In fondo non è un caso che Lawrence Ferlinghetti sia un protagonista così frequentato dal cinema, che è riuscito a rivelarci i tratti più privati delle sue relazioni con gli amici sparsi per il mondo e a confermare le sue doti d’artista della parola e del tratto pittorico con le immagini dei film a lui dedicati e ora con quest’ultimo, così appassionato, offrendoci la possibilità di ritornare a ripercorrere quel percorso biografico, ma soprattutto per sentire raccontare una stagione letteraria e musicale che ha segnato con la sua complessiva ricchezza intere generazioni e che ancora oggi sa affascinare con la sua aria di libertà che si respira come accade, ad esempio, quando si leggono i versi di Lawrence Ferlinghetti.

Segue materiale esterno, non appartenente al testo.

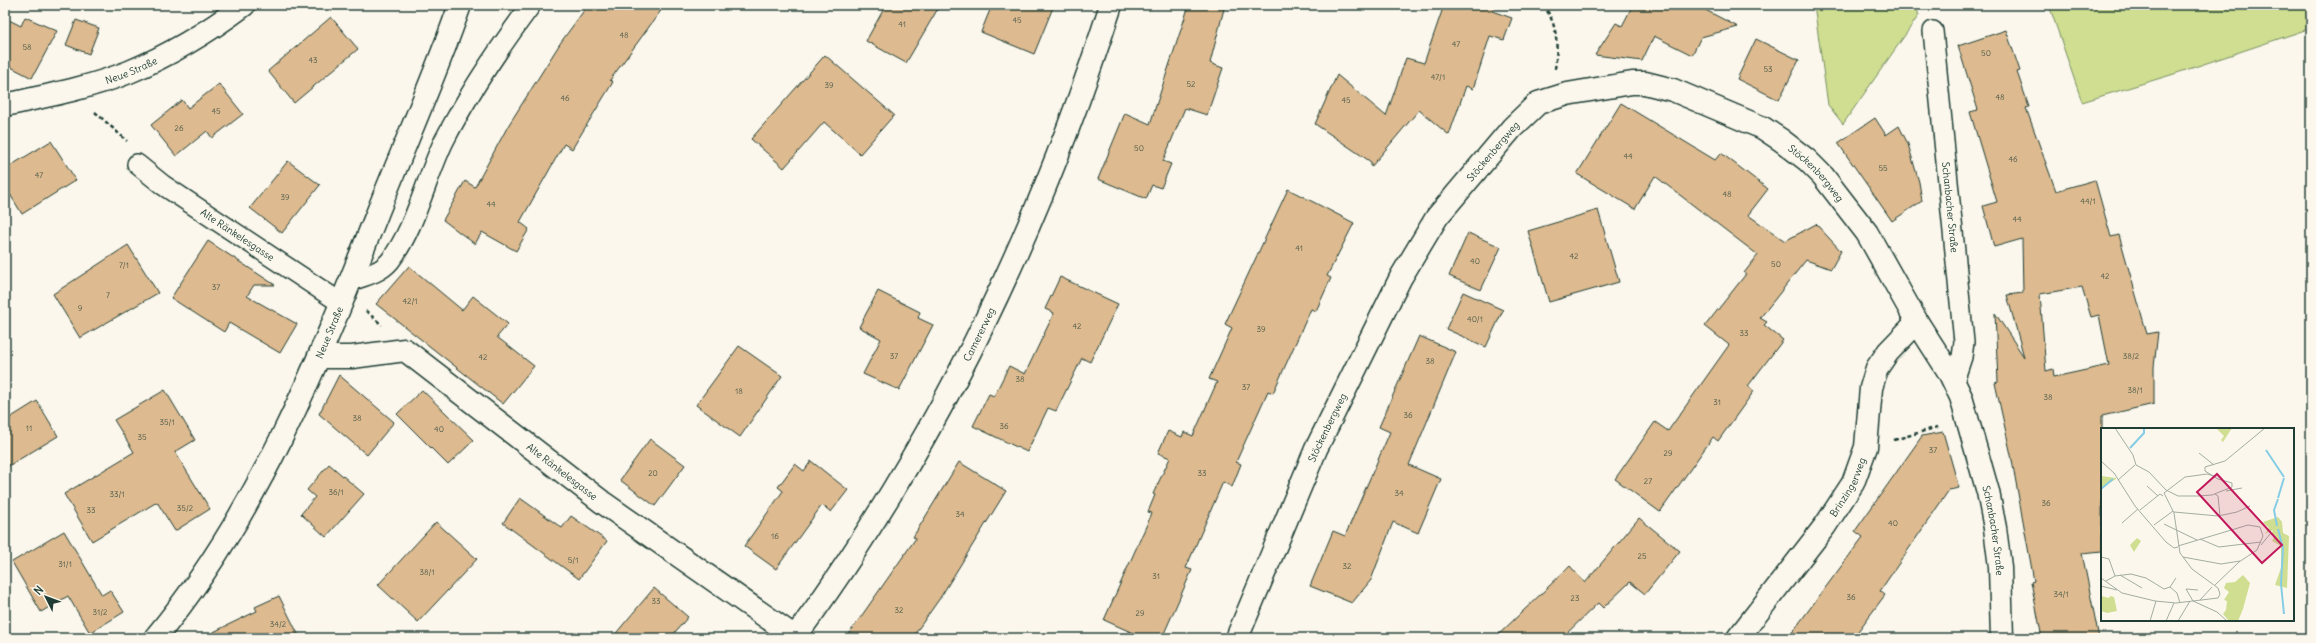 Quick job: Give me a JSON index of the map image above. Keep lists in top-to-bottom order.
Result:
{
  "streets": {
    "street": [
      "Neue Straße",
      "Stöckenbergweg",
      "Schanbacher Straße",
      "Alte Ränkelesgasse",
      "Camererweg",
      "Brinzingerweg"
    ]
  },
  "crossings": [
    ["Neue Straße", "Alte Ränkelesgasse"],
    ["Stöckenbergweg", "Schanbacher Straße"],
    ["Stöckenbergweg", "Brinzingerweg"],
    ["Schanbacher Straße", "Brinzingerweg"],
    ["Alte Ränkelesgasse", "Camererweg"]
  ],
  "house_numbers": [
    "45",
    "41",
    "48",
    "47",
    "58",
    "50",
    "43",
    "53",
    "47/1",
    "52",
    "39",
    "48",
    "46",
    "45",
    "45",
    "26",
    "50",
    "44",
    "46",
    "55",
    "47",
    "48",
    "39",
    "44/1",
    "44",
    "44",
    "41",
    "42",
    "40",
    "50",
    "7/1",
    "42",
    "37",
    "7",
    "42/1",
    "9",
    "40/1",
    "42",
    "39",
    "33",
    "37",
    "38/2",
    "42",
    "38",
    "38",
    "37",
    "38/1",
    "18",
    "38",
    "31",
    "36",
    "38",
    "35/1",
    "36",
    "11",
    "40",
    "35",
    "37",
    "29",
    "20",
    "33",
    "27",
    "36/1",
    "34",
    "33/1",
    "36",
    "35/2",
    "33",
    "34",
    "40",
    "16",
    "25",
    "5/1",
    "31/1",
    "32",
    "38/1",
    "31",
    "34/1",
    "36",
    "23",
    "33",
    "32",
    "31/2",
    "29",
    "34/2"
  ],
  "north": "top left"
}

Lawrence Ferlinghetti, scomparso nel 2021 all’età di 101 anni, è stato il profeta della Beat Generation, sia in qualità di poeta sia come editore degli altri scrittori americani ‘beat’, tra cui Jack Kerouac e Allen Ginsberg. Spirito cosmopolita per natura (il padre, morto poco prima della sua nascita, era un bresciano emigrato in America, la madre aveva origini francesi), ha sempre vissuto portando avanti la propria visione del mondo, all’insegna di “un anarchismo pacifista e un socialismo umanista”.
In questo docufilm, il regista Ferdinando Vicentini Orgnani ne delinea un ritratto che è il frutto di quindici anni di amicizia e collaborazione, tra San Francisco, la città di Lawrence, e l’Italia, dove amava sempre tornare.

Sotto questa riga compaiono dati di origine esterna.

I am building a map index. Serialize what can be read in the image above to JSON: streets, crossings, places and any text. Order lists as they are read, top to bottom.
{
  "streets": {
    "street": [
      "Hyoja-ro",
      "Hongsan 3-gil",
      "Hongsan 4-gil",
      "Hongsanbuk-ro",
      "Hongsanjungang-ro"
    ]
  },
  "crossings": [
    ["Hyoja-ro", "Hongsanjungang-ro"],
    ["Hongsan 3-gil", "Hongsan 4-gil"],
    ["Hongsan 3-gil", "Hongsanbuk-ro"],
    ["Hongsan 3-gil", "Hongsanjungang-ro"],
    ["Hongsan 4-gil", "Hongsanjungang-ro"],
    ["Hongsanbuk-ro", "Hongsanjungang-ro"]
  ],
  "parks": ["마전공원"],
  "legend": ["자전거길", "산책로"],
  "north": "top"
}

Il documentario procede per frammenti nel delineare una figura fondamentale nella cultura americana del Novecento, rievocando lo spirito della Beat Generation
A che servono in quest’epoca i poeti? Se lo chiedeva Ferlinghetti in uno dei suoi componimenti, “La poesia come arte ribelle”. E in fondo il documentario di Ferdinando Vicentini Orgnani appare come una risposta a quella domanda. Al termine della visione si capisce perché il carico di quella ‘bomba’ non abbia perso nulla della sua forza, del suo anticonformismo rivoluzionario, di cui quella generazione di artisti era imbevuta, a partire dal nome del movimento, rimasto per sempre ambiguo e ambivalente: beat come contrazione di beatific, cioè beato, ottimista, nonostante tutto, elevato da una diversa visione della società, da una spiritualità nuova; ma anche beat come sconfitto, insoddisfatto, a indicare il malessere di quella generazione (“un gruppo di bambini all’angolo della strada che parlano della fine del mondo” secondo la definizione di Kerouac) a cui cercare di porre rimedio. E infine il ‘beat’ inteso come ritmo, quello del jazz, incessante e libero, quello di Charlie Parker e Miles Davis, perché quei musicisti facevano poesia con gli strumenti, e da lì, dal jazz nasceva la Beat Generation per poi sfociare nella rivoluzione culturale del ’68.
Non a caso il regista si è avvalso delle musiche del trombettista e compositore jazz Paolo Fresu, e ha scelto per il suo docufilm un impianto narrativo jazzistico, che procede per frammenti non sempre legati, scatti brevi e rallentamenti, prendendo strade improvvisate ma tornando sempre sulla stessa nota.